The simplest sort of unconventional archive, however, is a single sheet of papyrus—originally written on one side, and later reused with an unrelated message on the reverse. While material from ancient dumps has been haphazardly collected, and even the components of a cartonnage might be separated and sold unprovenanced on the antiquities market, it is rather hard to separate the two sides of a single papyrus sheet.[2] What this means is that even when the archival bias of an overarching collection is questionable, it still contains a plethora of mini-archives within it.

As an example, consider the sixth-century amulet P.Oxy. XVI 1928, which re-uses a portion of a legal document dated to 5 October 533. While in this case both sides have been published together (frequently not the case), the original publication by A.S. Hunt in 1924 did not address, let alone adequately problematise their relationship. For Hunt, the legal document merely provided a terminus post quem for the amulet and the edition treated the two sides as entirely discrete. Yet this legal document connects the amulet with the Apion family, wealthy landowners holding elevated positions in Byzantine imperial administration of the late fifth and early sixth centuries. Such a link raises a number of questions:

–        Is this simply recycling of a discarded document, or does it suggest that the legal text on the one side has an inherent connection to the one either writing or using the amulet?
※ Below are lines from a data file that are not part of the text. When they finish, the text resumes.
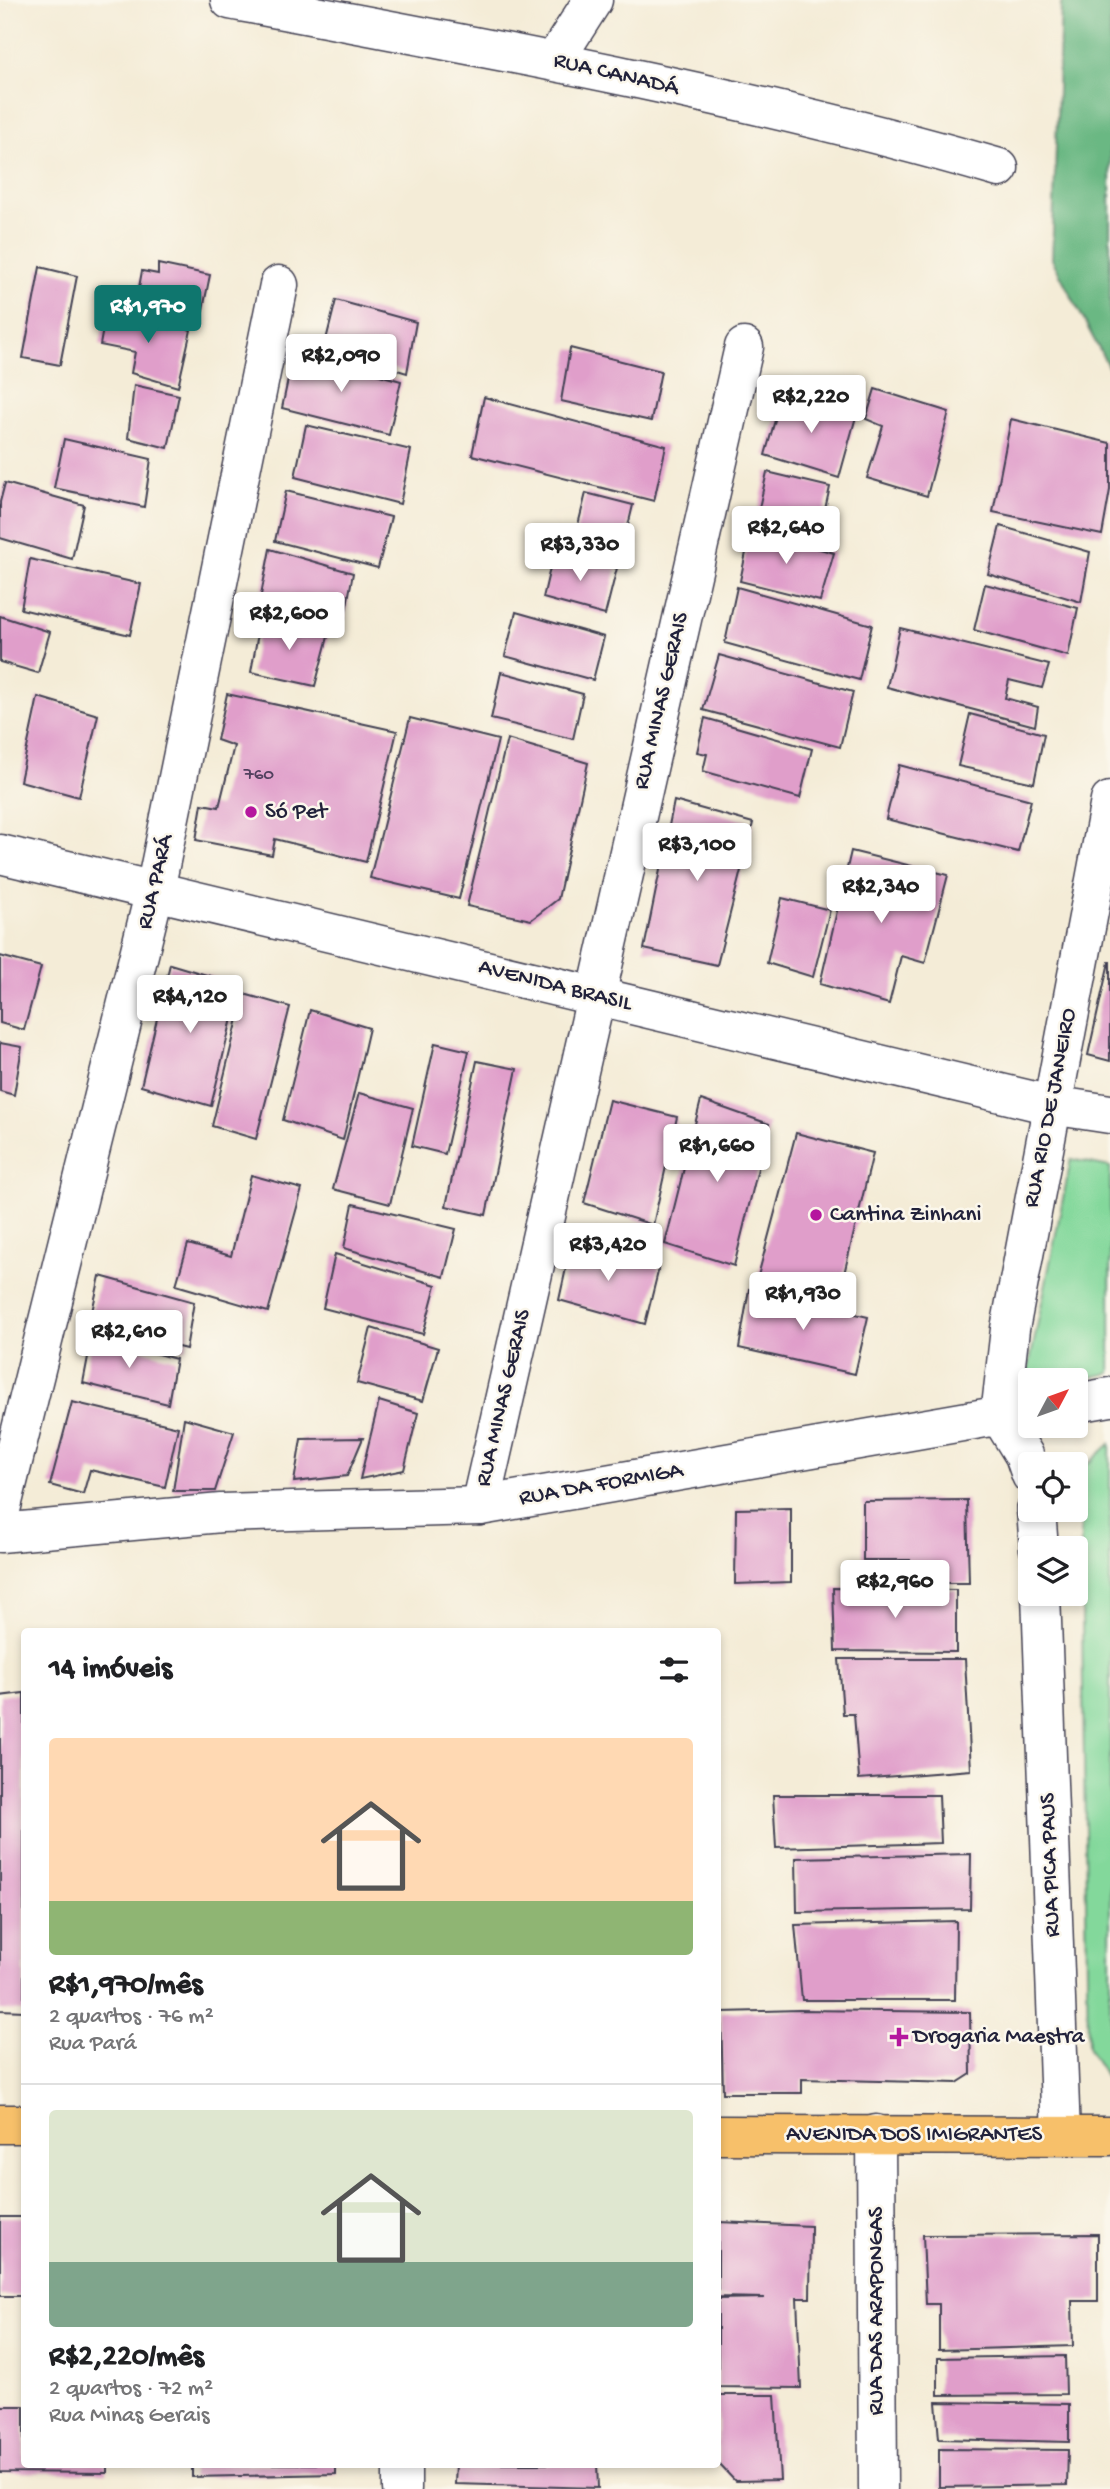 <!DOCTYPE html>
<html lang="pt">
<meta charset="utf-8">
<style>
body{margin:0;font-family:"Gochi Hand",sans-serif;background:#f2f2f2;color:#202124;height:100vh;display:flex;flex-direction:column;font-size:26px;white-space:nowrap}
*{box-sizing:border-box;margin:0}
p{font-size:23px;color:#757577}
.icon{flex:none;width:38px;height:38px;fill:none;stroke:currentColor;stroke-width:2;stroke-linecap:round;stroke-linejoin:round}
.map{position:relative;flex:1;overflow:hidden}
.panel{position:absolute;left:21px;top:1628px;width:700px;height:840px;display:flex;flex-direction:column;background:#fff;border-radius:7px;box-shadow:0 4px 10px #0003}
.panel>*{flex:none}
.needle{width:46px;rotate:49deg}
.fabs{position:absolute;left:1018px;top:1368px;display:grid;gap:14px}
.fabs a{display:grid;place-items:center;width:70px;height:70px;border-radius:7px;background:#fff;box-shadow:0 4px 10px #0003;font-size:35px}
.price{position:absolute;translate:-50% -60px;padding:0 16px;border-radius:7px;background:#fff;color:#222;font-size:23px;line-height:46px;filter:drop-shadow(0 2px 4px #0008)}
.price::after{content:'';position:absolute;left:50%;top:42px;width:21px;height:16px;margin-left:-10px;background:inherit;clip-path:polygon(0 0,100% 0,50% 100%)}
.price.selected{background:#0f766e;color:#fff}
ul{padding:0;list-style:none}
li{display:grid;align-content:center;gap:14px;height:371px;padding:0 28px}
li+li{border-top:2px solid #e0e0e0}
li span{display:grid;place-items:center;height:217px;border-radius:7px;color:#555}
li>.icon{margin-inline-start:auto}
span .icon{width:126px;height:126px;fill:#fffc;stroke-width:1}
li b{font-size:30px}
h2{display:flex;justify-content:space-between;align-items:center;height:84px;padding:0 28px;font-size:30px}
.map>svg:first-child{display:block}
.green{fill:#83d89b;stroke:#527d6b;stroke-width:2}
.forest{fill:#6ab883;stroke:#466d5f;stroke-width:2}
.building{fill:#e09eca}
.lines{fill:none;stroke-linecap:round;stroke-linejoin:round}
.minor-casing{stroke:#424052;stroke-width:41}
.major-casing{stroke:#424052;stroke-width:41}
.minor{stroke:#fff;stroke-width:38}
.major{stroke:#f7c06b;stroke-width:38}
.poi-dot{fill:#b5179e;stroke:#fbf7ec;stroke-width:2.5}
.labels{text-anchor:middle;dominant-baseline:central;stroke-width:5;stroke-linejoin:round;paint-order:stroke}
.number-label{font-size:19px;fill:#52415f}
.street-label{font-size:23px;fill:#22223b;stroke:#fbf7ec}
.poi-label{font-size:23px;fill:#22223b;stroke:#fbf7ec;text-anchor:start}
</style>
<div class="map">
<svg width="1110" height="2489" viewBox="0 0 1110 2489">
<rect width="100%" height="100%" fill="#fbf7ec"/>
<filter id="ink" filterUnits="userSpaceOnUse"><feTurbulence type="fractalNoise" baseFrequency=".0143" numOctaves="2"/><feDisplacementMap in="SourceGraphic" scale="14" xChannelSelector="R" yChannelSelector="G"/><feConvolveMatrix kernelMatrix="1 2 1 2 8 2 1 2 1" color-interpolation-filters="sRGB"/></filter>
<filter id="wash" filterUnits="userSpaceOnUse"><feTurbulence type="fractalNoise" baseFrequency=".00686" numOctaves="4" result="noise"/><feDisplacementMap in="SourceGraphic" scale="28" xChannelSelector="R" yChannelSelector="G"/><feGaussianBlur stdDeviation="1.57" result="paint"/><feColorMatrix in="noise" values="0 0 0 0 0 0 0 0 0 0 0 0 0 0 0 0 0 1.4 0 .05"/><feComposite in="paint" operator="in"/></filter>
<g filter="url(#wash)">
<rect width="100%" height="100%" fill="#f4ecd7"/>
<!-- green -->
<g class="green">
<polygon points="1071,1159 1110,1167 1110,1373 1072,1381 1031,1381 1031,1390 1024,1391"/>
<polygon points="1110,1444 1110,2085 1088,2047 1080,1471"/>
</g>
<!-- forest -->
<polygon class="forest" points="1065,0 1110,0 1110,370 1052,259 1061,4"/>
<g id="blocks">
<!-- building -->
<g class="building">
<polygon points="158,264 210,275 200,324 135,309 142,271 158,274"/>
<polygon points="40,267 77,276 60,365 23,358"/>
<polygon points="336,300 416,322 407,373 324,348"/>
<polygon points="107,307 191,330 178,387 131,373 135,352 100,345"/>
<polygon points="570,348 661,371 651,421 561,401"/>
<polygon points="294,351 401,381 389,435 282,408"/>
<polygon points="134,385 179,395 168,448 128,438"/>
<polygon points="875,389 949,412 927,496 867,478 883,426 866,419"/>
<polygon points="783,392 857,413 839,478 765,455"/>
<polygon points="484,397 666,446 654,501 472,455"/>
<polygon points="1011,419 1110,443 1110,490 1102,535 993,512"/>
<polygon points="306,425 411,450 400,504 295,477"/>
<polygon points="64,439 151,459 144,507 54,488"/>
<polygon points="767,472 830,487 819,536 757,517"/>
<polygon points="5,483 84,505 72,559 0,538 0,502"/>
<polygon points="286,491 391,517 378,568 275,541"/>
<polygon points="586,493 633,505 622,551 575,537"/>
<polygon points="1000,526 1090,552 1081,602 988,574"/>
<polygon points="751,529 834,553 820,601 740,581"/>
<polygon points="270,549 353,573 344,621 260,600"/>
<polygon points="554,551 617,568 605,615 543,598"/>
<polygon points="30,559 141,584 130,635 21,609"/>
<polygon points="985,584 1078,608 1068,656 974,630"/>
<polygon points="737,587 872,625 859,680 725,643"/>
<polygon points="516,612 604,637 593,680 505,656"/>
<polygon points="0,616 50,632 38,673 0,662"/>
<polygon points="261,617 329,633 315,686 251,672"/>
<polygon points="900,628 1049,665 1042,688 1009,680 1005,698 1038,707 1035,726 887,687"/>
<polygon points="719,655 853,692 840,747 703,710"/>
<polygon points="501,672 583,694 573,739 491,719"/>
<polygon points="227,694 397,731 366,862 275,839 272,855 196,840 202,804 219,807 234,746 217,740"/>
<polygon points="38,697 98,715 79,797 20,781"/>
<polygon points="970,714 1044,734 1034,783 958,766"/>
<polygon points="410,718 498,740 459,899 370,878"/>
<polygon points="705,718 812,749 800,798 703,771 707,754 697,752"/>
<polygon points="507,739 588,763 558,899 531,920 467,906"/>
<polygon points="899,765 1031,800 1018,852 886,819"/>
<polygon points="674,801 753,823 717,965 644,949"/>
<polygon points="851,851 948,875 925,963 901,956 889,1004 820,984"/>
<polygon points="782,898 830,910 813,977 767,963"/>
<polygon points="0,956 41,967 24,1030 0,1023"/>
<polygon points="1109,962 1110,962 1110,1061 1088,1055"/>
<polygon points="170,964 240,985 211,1106 141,1086"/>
<polygon points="244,994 290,1007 256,1139 212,1126"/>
<polygon points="310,1010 369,1028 343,1140 283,1120"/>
<polygon points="0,1043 22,1047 14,1095 0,1091"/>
<polygon points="435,1043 469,1051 445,1154 412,1146"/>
<polygon points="477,1061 517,1069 486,1215 446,1206"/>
<polygon points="359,1093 413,1108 390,1204 333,1189"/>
<polygon points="609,1100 677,1117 653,1225 584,1203"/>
<polygon points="701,1100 769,1124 734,1266 665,1244"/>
<polygon points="796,1133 873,1153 838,1299 758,1276"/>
<polygon points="251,1175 302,1189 268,1312 176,1285 188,1244 231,1256"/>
<polygon points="353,1204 456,1229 444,1277 344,1248"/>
<polygon points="572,1241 659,1268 645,1324 559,1300"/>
<polygon points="335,1254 436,1285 423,1334 323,1308"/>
<polygon points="100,1276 194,1302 186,1349 89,1325"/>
<polygon points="749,1289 868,1317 855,1374 739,1348"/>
<polygon points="371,1328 438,1348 423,1401 357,1383"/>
<polygon points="92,1336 176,1359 168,1404 83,1383"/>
<polygon points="379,1401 418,1413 404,1470 360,1479"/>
<polygon points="72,1402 178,1427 165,1487 90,1470 83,1494 50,1485"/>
<polygon points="184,1418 234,1432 215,1491 173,1491"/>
<polygon points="363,1438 347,1476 294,1482 301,1439"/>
<polygon points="967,1500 969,1583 912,1583 910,1560 863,1560 863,1501"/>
<polygon points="791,1508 791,1582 735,1584 736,1509"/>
<polygon points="833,1588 956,1590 956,1652 835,1651"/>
<polygon points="839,1659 965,1659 971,1770 859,1779 854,1714 843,1714"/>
<polygon points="24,1693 24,2011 0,2010 0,1696"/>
<polygon points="773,1795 939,1795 941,1843 776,1848"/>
<polygon points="971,1854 970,1909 797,1912 796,1858"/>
<polygon points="956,1921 955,2000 802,2000 795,1925"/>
<polygon points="799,2010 970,2012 971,2074 957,2083 802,2079 802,2093 723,2093 721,2012"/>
<rect x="0" y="2217" width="24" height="79"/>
<polygon points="718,2222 811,2226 810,2298 797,2298 801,2388 718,2387 718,2299 765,2298 718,2297"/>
<polygon points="1098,2234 1098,2301 1072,2301 1073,2346 939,2350 939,2304 926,2304 923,2235"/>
<polygon points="1065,2356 1066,2394 938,2395 938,2358"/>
<polygon points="718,2395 775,2395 780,2480 735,2481 718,2463"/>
<polygon points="936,2402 1069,2404 1069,2442 939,2439"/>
<polygon points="0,2406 24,2406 24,2464 107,2464 107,2473 0,2472"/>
<polygon points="939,2449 1068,2450 1067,2485 939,2487"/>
<polygon points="192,2464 336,2464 336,2474 192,2477"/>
<polygon points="456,2464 597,2464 598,2488 455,2484"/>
</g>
</g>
</g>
<g filter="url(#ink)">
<use href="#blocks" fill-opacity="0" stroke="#424052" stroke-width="2"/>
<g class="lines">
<!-- minor casing -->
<g class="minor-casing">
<g id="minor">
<path d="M230,0C488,48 747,95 999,168"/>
<polyline points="554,61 593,0"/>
<polyline points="0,854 1051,1105 1110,1114"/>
<polyline points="1076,1403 1110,1397"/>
<polyline points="1000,1416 1010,1329 1110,801"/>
<polyline points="1000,1416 1024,1455 1031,1475"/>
<polyline points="480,1506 744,347"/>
<polyline points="1036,1510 1039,1549"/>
<polyline points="0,1514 155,890 279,285"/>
<polyline points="0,1533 221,1513 480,1506 1031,1410"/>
<polyline points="1041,1594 1061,2135"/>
<polyline points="876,2134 878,2489"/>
<polyline points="402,2489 402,2464"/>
</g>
</g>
<!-- major casing -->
<g class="major-casing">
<g id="major">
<polyline points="0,2124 24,2124"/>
<polyline points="718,2135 1110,2136"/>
</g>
</g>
<!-- minor -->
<use href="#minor" class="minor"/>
<!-- major -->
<use href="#major" class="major"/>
</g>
</g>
<!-- markers -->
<g class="poi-dot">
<circle cx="251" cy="812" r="7"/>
<circle cx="816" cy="1215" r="7"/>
<path d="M895.5 2026.5h7v7h7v7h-7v7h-7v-7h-7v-7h7z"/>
</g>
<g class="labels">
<!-- number labels -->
<g class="number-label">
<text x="259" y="775">760</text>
</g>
<!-- street labels -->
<g class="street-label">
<text transform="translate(616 75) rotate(13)">RUA CANADÁ</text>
<text transform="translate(662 701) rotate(-77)">RUA MINAS GERAIS</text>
<text transform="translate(156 882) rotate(-77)">RUA PARÁ</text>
<text transform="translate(555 986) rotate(14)">AVENIDA BRASIL</text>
<text transform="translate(1051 1108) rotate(-79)">RUA RIO DE JANEIRO</text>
<text transform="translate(504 1398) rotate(-77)">RUA MINAS GERAIS</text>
<text transform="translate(601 1485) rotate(-10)">RUA DA FORMIGA</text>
<text transform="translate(1051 1865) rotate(-92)">RUA PICA PAUS</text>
<text x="914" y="2135">AVENIDA DOS IMIGRANTES</text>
<text transform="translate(877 2311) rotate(-90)">RUA DAS ARAPONGAS</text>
</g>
<!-- poi labels -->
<g class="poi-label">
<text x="265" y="812">Só Pet</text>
<text x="830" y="1215">Cantina Zinhani</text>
<text x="913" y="2037">Drogaria Maestra</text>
</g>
</g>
</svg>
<div class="fabs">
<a><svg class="needle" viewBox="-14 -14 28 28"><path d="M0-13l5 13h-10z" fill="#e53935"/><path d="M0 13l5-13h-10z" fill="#757577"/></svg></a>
<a><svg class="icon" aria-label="locate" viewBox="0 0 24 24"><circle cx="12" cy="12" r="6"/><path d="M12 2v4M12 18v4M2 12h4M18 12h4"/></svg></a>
<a><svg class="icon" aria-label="layers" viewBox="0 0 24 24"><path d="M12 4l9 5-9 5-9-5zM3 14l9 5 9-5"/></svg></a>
</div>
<b class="price selected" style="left:148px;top:345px">R$1,970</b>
<b class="price" style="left:341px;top:394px">R$2,090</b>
<b class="price" style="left:811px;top:435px">R$2,220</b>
<b class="price" style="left:786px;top:566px">R$2,640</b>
<b class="price" style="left:580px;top:583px">R$3,330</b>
<b class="price" style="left:289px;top:652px">R$2,600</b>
<b class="price" style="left:697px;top:883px">R$3,100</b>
<b class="price" style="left:881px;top:925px">R$2,340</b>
<b class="price" style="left:190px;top:1035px">R$4,120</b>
<b class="price" style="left:717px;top:1184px">R$1,660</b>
<b class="price" style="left:608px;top:1283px">R$3,420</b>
<b class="price" style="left:803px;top:1332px">R$1,930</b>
<b class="price" style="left:129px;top:1370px">R$2,610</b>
<b class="price" style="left:895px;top:1620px">R$2,960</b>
<section class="panel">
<h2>14 imóveis<svg class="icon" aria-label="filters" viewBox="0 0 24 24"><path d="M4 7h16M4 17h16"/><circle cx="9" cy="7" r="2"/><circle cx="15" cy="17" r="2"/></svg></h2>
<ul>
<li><span style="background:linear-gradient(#ffd9b3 75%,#8fb573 0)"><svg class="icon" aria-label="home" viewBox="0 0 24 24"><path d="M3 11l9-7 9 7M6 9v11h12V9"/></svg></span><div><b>R$1,970/mês</b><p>2 quartos · 76 m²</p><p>Rua Pará</p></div></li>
<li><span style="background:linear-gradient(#dfe7d0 70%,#7fa58c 0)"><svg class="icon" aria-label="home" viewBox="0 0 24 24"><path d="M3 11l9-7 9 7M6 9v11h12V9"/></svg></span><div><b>R$2,220/mês</b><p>2 quartos · 72 m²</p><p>Rua Minas Gerais</p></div></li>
</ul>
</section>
</div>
–        What does it say about the perceived function of the amulet that it could be written on the backside of another document without any apparent perceived diminution of efficacy?

–        What does it indicate when a provenanced amulet is found far from the location relevant to the legal document on the recto?

–        In an era when theological authorities discouraged the use of apotropaic magic, is an amulet linked to a family of prominent imperial administrators a datum of significance?

Even if the processes of excavation and publications have irreversibly jumbled the papyri, the material reality of recycling allows us to juxtapose two apparently independent documents and gain a thicker reading of both.

P.Oxy. 1928 (Images courtesy of the Imaging Papyri Project, University of Oxford)

P.Oxy. 1928 (Image courtesy of the Imaging Papyri Project, University of Oxford)



[1] See the original excavation reports in Oxyrhynchus: A City and Its Texts (chapter 28). Of course, it is slightly ironic that in order to explore the process by which an unsifted archive (a dump) was converted into a peculiar sort of academic archive (the Oxyrhynchus papyri), I have had to resort to  a third sort of archival material, the archived excavators reports.

[2]Because of how papyrus is formed into a writing surface, it strictly speaking is possible to separate the two sides, but as such a procedure significantly compromises the structural integrity of an already-fragile artefact and has no financial benefit, it is hard to imagine a context in which that would happen.


Brief Bibliography

Bagnall, R.S., ed. 2009. The Oxford Handbook of Papyrology. Oxford; New York: Oxford U.P.

Bowman, A.K., ed. 2007. Oxyrhynchus: A City and Its Texts. Graeco-Roman Memoirs 93. London: Egypt Exploration Society.

De Bruyn, T.S. and J.H.F. Dijkstra. 2011. “Greek Amulets and Formularies from Egypt Containing Christian Elements: A Checklist of Papyri, Parchments, Ostraka, and Tablets,” Bulletin of the American Society of Papyrologists 48: 163–216.

Frend, W.H.C. 1991. “Apion, Family of.” In The Coptic Encyclopedia, ed. A.S. Atiya. New York: Macmillan. 1: 155a–156a.

Gamble, H. 1995. Books and Readers in the Early Christian Church: A History of Early Christian Texts. New Haven: Yale U.P.

Luijendijk, A. 2010. “Sacred Scriptures as Trash: Biblical Papyri from Oxyrhynchus.” Vigiliae Christianae 64: 217–254.


 Jeremiah Coogan is reading for an MPhil in Judaism and Christianity in the Graeco-Roman World at the University of Oxford.